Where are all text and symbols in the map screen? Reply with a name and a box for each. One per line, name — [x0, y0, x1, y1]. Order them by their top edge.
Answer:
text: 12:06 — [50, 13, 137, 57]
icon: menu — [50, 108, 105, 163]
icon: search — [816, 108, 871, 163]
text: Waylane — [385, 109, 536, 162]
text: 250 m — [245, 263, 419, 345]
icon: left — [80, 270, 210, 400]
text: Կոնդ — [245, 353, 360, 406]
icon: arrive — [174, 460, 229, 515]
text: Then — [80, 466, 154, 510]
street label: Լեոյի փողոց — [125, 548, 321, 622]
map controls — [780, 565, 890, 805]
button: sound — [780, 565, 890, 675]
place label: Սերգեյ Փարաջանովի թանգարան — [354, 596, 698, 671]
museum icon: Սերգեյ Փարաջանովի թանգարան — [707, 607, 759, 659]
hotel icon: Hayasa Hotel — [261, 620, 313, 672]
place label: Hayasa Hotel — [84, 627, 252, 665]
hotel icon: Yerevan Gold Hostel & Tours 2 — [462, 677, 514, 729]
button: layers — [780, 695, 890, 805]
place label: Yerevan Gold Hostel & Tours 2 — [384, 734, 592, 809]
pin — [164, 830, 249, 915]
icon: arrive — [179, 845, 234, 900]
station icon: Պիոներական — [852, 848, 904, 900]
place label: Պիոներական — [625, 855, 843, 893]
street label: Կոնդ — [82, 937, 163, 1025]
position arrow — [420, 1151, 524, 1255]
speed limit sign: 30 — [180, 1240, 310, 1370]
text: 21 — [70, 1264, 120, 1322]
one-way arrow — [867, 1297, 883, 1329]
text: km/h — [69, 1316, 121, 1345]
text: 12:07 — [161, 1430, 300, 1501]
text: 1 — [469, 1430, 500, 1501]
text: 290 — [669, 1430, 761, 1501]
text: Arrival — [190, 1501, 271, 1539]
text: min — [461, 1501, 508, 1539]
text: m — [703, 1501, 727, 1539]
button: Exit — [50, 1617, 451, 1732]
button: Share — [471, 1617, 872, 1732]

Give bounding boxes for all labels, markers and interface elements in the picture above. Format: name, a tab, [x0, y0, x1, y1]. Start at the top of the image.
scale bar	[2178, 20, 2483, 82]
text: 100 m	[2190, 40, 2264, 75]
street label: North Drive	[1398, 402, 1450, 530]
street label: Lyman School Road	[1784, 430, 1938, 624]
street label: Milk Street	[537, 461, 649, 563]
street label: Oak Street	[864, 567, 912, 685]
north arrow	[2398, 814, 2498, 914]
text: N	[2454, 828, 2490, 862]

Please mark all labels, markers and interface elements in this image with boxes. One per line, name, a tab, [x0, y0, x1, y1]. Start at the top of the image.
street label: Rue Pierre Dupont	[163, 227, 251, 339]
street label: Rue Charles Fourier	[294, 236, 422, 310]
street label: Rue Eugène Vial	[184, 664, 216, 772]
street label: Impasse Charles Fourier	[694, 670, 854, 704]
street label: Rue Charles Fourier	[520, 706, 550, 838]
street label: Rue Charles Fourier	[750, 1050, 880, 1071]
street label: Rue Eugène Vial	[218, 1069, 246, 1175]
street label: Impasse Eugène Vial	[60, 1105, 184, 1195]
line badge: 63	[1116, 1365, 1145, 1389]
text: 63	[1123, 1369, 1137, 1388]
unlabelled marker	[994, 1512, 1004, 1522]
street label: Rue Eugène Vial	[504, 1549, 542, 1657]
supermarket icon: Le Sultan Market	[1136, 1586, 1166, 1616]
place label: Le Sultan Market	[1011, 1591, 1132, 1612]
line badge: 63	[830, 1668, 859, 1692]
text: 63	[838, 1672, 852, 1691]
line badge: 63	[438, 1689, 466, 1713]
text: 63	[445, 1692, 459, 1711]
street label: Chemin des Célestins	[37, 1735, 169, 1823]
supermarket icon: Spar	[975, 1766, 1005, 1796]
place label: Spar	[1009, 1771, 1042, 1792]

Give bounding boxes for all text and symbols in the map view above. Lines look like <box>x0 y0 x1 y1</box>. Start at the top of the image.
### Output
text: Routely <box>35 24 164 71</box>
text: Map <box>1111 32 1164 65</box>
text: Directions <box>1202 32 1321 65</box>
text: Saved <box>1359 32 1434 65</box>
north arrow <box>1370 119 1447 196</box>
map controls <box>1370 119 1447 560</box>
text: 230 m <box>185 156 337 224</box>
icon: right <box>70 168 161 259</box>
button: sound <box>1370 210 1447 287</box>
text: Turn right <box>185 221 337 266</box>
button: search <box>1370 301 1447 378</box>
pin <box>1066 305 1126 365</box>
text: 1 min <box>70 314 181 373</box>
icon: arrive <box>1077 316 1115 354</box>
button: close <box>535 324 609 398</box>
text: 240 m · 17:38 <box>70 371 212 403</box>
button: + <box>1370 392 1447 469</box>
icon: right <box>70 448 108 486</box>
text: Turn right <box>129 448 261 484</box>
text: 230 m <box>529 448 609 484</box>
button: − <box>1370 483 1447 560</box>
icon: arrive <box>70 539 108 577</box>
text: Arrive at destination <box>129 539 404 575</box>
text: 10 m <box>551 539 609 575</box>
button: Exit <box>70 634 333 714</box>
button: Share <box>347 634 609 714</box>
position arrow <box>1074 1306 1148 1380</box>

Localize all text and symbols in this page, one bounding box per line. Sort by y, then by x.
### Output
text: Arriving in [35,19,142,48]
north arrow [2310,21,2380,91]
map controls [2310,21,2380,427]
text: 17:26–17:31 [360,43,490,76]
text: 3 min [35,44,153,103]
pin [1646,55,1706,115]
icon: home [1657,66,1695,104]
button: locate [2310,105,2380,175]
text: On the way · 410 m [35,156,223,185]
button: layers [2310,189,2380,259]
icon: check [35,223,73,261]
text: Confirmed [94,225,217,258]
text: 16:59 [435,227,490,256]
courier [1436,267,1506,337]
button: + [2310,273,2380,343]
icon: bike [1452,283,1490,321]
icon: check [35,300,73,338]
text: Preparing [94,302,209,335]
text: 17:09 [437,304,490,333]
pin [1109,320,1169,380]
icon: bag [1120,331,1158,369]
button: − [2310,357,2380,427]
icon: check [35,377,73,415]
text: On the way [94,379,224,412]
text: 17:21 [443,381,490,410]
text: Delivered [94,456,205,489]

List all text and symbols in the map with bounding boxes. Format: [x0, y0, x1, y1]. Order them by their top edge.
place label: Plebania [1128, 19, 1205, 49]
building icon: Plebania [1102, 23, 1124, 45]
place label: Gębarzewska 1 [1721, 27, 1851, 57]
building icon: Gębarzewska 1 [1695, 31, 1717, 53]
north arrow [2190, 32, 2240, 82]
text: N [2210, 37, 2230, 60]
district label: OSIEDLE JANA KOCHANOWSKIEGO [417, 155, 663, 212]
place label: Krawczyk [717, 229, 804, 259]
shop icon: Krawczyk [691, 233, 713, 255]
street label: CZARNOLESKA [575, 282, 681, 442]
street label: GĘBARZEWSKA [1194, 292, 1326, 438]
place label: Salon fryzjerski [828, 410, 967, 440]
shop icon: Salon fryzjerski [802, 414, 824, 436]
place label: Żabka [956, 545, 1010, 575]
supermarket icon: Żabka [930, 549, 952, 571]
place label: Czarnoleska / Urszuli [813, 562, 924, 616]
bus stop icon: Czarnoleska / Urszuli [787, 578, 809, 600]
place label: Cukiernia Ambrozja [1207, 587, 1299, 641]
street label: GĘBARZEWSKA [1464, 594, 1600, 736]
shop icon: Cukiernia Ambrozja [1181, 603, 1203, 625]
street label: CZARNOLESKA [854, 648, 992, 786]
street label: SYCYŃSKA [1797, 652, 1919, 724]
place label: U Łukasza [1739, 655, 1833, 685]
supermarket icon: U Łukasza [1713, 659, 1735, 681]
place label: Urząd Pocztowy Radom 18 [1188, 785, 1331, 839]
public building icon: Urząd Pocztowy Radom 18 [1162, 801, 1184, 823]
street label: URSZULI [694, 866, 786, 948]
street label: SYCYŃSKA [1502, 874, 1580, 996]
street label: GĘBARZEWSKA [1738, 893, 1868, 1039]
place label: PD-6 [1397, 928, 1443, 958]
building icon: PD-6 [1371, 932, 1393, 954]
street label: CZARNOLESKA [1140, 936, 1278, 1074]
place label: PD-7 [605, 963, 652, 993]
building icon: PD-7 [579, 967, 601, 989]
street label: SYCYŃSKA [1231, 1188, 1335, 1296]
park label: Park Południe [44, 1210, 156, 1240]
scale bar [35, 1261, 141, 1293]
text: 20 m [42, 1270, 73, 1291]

....

■ TASK ITEM:
Look over the entries above. Copy every line that contains the word "right".

■ REPLY TO THE TASK:
icon: right <box>70 168 161 259</box>
text: Turn right <box>185 221 337 266</box>
icon: right <box>70 448 108 486</box>
text: Turn right <box>129 448 261 484</box>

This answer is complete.